Lorsque dans les années quatre-vingt et dix du siècle dernier, un certain nombre de sociétés occidentale étaient entrées dans un nouveau cycle de conservatisme et de xénophobie, on n’y avait pas trop pris garde. Certes les discours de leaders d’opinion extrémistes choquaient-ils, mais personne ne prenait la peine de contre argumenter et de démonter les escroqueries intellectuelles auxquelles ils se livraient.

Le silence méprisant des bien-pensants a cependant eu cet effet pernicieux que les discours exclusifs non contredits on pu tranquillement faire leur chemin dans la tête des gens ordinaires, s’imposer comme une vérité.

Le résultat, on le voit aujourd’hui, est que les tenants d’idées extrêmes sont soit au pouvoir comme en Hongrie (et même un peu plus près de nous), soit dans les allées du pouvoir comme au Pays Bas ou encore tout près des marches du pouvoir comme en France pays-mère pourtant de toutes les libertés. Et tous ont en commun de se prévaloir légitimement  de leur accession démocratique aux postes suprêmes de leurs pays respectifs et de compter sur une masse d’électeurs indéfectibles.

Un tel cheminement est-il possible ici, au Canada et au Québec?

À première vue non.
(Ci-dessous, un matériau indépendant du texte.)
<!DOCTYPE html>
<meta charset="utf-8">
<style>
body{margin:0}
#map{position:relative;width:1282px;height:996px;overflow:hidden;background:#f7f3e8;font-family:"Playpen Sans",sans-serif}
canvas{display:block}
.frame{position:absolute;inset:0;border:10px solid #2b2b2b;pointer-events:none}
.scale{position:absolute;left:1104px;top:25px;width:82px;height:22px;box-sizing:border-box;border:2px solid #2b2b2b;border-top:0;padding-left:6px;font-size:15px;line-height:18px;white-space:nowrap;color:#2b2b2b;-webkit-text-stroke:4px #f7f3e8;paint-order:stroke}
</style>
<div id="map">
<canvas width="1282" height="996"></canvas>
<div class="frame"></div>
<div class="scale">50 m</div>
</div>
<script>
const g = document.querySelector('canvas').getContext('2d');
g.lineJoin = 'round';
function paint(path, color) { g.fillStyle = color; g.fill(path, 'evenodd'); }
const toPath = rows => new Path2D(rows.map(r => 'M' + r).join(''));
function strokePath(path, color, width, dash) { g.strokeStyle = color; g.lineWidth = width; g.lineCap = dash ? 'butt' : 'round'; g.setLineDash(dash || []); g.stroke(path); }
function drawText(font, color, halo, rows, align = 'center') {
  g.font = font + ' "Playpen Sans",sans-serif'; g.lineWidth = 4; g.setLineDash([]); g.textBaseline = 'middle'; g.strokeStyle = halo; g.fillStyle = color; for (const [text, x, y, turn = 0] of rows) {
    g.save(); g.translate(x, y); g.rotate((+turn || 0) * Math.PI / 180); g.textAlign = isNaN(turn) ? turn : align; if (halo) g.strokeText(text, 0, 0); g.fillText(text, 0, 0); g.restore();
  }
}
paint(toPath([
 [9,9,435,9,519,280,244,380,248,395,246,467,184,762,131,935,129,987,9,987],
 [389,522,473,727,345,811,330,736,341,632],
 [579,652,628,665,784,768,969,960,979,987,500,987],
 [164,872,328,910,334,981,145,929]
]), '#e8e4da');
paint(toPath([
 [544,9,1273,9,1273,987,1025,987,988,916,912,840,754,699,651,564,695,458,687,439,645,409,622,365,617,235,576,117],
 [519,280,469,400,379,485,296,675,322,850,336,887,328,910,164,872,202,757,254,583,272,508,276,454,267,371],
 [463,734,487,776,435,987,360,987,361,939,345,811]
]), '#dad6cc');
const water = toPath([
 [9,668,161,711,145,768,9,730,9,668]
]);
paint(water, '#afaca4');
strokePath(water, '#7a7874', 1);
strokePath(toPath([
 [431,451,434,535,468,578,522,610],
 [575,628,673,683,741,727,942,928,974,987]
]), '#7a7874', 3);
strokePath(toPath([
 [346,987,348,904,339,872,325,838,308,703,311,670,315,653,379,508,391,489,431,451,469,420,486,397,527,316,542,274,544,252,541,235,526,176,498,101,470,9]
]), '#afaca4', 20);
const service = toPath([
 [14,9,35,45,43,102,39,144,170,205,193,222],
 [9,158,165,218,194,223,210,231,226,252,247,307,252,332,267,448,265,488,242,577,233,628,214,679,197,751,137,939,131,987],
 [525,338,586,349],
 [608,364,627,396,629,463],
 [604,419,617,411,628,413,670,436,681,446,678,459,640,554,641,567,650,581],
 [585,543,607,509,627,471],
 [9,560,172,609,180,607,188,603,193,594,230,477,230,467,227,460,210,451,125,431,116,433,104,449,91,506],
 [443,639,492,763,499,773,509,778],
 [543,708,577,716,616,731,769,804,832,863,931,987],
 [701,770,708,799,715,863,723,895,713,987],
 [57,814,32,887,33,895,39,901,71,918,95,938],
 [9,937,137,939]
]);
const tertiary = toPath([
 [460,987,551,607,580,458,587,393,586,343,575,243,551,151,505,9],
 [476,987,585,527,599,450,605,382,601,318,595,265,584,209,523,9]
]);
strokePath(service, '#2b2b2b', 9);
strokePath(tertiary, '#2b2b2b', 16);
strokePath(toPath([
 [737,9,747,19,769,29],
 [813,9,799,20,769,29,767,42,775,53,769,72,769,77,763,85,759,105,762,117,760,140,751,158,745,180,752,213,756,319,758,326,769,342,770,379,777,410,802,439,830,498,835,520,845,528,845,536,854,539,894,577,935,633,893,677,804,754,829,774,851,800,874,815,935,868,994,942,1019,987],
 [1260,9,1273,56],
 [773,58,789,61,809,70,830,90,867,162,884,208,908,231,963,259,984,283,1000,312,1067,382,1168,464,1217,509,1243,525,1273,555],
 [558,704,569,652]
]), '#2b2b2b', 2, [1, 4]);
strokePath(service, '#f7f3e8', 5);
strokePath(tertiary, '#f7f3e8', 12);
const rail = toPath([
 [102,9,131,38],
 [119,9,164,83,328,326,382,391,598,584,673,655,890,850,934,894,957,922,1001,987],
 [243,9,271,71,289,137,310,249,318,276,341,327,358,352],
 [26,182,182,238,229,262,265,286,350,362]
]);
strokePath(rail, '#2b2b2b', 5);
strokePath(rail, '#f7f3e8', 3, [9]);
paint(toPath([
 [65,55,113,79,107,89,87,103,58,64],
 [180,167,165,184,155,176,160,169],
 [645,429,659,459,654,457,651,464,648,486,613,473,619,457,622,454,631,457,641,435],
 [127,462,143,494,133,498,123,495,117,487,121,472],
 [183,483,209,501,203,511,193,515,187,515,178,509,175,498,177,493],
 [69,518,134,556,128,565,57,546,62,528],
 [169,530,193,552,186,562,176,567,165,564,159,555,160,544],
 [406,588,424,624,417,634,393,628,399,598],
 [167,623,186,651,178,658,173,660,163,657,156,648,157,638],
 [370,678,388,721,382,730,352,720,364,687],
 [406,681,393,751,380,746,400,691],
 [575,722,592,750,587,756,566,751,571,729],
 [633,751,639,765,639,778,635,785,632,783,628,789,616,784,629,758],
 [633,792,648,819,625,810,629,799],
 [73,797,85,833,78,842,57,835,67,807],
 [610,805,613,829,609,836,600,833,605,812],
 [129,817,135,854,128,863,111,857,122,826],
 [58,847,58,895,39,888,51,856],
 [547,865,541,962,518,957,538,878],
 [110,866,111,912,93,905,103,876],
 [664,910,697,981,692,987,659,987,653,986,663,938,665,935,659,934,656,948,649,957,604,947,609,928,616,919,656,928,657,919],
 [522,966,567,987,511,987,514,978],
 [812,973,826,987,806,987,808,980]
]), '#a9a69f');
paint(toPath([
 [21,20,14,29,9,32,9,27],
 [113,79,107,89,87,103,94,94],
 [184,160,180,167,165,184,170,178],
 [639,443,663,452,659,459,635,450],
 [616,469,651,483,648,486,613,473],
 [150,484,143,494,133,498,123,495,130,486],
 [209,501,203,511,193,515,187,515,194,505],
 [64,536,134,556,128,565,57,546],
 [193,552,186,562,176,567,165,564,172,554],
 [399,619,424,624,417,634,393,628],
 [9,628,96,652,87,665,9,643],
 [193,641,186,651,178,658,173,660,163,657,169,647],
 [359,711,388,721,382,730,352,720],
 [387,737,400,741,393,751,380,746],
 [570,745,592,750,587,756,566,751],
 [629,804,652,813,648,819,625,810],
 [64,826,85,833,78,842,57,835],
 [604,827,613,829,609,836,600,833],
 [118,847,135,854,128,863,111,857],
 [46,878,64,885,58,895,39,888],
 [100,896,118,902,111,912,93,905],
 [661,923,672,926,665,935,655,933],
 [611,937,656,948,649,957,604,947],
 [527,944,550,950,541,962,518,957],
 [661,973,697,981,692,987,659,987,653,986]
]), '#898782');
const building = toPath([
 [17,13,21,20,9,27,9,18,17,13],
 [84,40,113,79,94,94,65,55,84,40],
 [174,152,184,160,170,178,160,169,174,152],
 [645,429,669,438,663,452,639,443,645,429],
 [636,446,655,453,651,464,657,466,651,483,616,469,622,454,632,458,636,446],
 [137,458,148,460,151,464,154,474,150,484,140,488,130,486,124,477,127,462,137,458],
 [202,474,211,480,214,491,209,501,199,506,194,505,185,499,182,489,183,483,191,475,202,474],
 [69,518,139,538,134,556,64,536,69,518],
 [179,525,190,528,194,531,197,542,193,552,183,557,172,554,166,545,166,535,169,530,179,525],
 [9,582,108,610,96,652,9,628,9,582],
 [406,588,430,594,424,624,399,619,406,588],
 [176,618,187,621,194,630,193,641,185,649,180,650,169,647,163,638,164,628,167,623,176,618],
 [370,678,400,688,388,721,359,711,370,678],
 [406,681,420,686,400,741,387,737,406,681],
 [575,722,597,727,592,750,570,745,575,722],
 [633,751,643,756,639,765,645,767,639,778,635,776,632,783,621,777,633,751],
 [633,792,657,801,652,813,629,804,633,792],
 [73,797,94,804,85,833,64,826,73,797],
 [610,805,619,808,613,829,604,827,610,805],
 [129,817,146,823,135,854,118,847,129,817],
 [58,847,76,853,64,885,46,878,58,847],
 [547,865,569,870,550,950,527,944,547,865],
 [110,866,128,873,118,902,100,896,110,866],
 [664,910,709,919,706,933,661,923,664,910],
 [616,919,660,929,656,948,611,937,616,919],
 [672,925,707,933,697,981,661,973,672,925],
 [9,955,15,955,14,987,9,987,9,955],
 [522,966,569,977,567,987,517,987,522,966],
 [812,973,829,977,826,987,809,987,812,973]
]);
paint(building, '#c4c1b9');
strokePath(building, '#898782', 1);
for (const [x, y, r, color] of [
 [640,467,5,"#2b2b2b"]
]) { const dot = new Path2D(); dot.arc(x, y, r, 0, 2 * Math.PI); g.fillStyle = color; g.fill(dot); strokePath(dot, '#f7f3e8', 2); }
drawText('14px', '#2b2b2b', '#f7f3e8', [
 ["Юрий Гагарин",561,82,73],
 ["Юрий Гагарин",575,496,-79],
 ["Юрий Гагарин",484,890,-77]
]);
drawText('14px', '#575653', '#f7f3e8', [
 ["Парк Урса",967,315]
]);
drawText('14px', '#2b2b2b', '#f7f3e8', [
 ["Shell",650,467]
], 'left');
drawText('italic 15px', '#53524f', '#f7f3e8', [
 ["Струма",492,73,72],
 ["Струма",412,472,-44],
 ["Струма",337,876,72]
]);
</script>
Mais à y regarder de plus près, le doute est permis.

Le débat autour de la motion parlementaire M-103 est en ce sens parfaitement significatif.

À l’est comme à l’ouest du pays en effet, les groupuscules racistes et suprémacistes ont réussi à accréditer l’idée chez bon nombre de citoyens ordinaires que «l’immigrant (entendez aujourd’hui le musulman) impose sa différence et change notre société». Un débat bien mené sur l’islamophobie étant de nature à dissiper cette peur injustifiée, l’étape suivante consiste à – à la fois – contester la notion d’islamophobie, nier sa pertinence et l’existence des réalités qu’elle recouvre et empêcher tout débat prouvant le contraire.

Ingrédient supplémentaire : la peur encore.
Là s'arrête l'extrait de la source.